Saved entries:
<<<<
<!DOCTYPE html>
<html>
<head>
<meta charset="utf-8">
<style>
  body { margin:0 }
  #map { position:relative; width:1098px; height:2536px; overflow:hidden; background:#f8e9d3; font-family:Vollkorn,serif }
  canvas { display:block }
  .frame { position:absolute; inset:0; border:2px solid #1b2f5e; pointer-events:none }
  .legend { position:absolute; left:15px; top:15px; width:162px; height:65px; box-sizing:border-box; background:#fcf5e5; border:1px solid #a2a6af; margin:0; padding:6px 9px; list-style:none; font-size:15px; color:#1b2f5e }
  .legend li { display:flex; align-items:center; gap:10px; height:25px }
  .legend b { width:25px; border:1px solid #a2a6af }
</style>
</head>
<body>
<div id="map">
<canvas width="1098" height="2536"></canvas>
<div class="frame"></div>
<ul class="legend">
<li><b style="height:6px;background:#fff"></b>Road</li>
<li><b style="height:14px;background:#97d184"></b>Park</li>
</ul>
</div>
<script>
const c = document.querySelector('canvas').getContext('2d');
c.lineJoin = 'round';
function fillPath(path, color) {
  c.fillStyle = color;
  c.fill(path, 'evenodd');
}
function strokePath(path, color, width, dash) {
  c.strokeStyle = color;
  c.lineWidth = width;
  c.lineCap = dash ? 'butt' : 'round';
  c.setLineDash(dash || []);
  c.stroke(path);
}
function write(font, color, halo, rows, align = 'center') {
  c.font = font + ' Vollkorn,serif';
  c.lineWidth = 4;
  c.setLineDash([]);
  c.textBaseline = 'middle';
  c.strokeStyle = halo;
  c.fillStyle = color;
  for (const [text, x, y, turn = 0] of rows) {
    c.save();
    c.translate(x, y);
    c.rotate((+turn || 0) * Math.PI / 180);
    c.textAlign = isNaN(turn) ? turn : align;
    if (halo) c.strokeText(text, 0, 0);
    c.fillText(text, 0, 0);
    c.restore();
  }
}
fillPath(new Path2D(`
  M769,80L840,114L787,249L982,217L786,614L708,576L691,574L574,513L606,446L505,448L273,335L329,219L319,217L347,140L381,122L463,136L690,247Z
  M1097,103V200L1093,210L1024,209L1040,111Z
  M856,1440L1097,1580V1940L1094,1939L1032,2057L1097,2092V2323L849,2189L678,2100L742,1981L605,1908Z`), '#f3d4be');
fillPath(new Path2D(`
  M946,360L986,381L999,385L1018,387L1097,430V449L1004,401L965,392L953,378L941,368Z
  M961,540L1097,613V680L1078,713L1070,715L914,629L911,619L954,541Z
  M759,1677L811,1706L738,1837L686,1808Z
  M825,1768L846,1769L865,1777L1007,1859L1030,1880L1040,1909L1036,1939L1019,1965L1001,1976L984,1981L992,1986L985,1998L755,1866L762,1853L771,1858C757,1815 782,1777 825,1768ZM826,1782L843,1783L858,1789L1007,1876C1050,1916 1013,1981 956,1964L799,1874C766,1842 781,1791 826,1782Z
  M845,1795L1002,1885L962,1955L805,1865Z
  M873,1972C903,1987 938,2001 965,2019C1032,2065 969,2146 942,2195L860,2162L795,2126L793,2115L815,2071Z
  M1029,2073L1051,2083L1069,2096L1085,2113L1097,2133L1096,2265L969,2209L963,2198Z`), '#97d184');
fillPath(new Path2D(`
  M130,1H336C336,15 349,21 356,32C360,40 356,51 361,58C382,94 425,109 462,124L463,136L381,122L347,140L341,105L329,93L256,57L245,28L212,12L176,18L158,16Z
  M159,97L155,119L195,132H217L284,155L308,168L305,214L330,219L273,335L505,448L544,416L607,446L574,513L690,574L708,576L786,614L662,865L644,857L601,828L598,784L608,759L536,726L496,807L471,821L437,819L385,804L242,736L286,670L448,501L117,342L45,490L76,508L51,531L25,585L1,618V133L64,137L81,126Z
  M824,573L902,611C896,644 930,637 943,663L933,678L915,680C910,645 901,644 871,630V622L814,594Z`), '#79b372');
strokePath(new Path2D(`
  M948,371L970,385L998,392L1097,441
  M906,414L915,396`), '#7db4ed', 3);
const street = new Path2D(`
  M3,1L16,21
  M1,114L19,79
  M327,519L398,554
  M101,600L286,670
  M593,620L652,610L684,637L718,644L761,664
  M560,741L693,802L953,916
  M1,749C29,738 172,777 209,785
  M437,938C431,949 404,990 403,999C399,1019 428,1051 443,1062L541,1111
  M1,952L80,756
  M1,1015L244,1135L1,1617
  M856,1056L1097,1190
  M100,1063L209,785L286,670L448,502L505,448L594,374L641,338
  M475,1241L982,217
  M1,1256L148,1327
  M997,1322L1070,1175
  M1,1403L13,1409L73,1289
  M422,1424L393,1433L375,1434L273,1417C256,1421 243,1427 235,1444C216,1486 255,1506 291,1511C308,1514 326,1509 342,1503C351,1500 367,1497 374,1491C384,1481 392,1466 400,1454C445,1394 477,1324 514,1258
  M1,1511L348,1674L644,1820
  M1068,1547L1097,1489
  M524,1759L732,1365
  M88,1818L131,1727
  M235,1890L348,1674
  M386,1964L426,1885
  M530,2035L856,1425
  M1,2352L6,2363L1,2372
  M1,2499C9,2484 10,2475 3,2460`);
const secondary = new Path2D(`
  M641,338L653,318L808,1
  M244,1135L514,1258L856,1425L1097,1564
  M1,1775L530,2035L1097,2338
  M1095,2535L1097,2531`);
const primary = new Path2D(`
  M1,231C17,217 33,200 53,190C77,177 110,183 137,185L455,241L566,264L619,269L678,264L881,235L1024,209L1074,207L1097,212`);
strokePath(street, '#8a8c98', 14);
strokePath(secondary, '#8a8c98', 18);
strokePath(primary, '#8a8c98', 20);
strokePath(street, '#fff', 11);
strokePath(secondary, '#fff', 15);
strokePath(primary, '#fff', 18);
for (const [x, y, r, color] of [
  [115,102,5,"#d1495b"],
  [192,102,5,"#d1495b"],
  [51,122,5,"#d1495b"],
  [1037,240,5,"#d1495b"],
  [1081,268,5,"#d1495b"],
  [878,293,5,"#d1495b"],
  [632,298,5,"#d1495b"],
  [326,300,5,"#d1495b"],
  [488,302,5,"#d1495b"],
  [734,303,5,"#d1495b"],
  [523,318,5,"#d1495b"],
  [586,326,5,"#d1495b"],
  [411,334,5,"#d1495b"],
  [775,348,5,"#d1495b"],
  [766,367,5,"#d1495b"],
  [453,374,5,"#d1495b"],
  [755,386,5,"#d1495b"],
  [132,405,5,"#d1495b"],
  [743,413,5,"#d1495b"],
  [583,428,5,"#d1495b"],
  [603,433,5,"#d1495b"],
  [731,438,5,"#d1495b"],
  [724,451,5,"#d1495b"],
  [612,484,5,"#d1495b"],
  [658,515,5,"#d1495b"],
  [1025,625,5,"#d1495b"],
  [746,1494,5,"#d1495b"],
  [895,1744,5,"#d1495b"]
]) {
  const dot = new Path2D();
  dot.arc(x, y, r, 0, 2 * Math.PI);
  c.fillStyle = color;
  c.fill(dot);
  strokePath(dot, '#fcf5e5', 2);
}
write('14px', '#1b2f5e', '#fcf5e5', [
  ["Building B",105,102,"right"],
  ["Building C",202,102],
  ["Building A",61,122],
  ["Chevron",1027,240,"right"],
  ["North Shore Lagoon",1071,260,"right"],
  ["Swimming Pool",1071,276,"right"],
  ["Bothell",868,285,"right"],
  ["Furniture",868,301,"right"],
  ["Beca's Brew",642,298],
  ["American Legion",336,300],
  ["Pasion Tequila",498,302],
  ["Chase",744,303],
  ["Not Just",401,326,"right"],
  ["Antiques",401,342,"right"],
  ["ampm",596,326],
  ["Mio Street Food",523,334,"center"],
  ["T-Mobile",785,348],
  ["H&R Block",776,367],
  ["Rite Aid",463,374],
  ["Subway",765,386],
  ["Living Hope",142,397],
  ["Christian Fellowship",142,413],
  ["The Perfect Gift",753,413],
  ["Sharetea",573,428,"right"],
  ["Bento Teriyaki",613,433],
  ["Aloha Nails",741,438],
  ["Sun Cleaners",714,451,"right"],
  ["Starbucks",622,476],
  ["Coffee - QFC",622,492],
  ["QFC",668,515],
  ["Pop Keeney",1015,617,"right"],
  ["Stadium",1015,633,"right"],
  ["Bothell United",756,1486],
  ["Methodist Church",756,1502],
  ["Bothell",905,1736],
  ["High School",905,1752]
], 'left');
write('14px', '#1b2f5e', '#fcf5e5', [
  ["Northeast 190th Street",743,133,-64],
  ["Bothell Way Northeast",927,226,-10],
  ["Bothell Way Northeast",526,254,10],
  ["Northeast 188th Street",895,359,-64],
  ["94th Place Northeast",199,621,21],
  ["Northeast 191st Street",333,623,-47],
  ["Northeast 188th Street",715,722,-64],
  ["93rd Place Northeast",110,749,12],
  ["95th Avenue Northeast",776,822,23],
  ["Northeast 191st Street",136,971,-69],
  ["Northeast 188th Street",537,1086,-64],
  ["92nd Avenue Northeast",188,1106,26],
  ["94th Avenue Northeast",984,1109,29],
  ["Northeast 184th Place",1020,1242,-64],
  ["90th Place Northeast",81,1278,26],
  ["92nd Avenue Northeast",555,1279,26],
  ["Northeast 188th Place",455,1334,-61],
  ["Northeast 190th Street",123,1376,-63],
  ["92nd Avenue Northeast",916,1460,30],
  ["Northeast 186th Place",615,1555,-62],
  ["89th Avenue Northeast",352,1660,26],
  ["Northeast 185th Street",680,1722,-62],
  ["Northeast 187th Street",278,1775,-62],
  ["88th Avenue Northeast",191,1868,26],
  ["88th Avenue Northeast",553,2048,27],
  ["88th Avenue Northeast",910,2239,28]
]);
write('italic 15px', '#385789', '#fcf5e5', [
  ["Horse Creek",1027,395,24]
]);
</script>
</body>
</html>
>>>>
If a line of the data contains "canvas", copy it out.

  canvas { display:block }
<canvas width="1098" height="2536"></canvas>
const c = document.querySelector('canvas').getContext('2d');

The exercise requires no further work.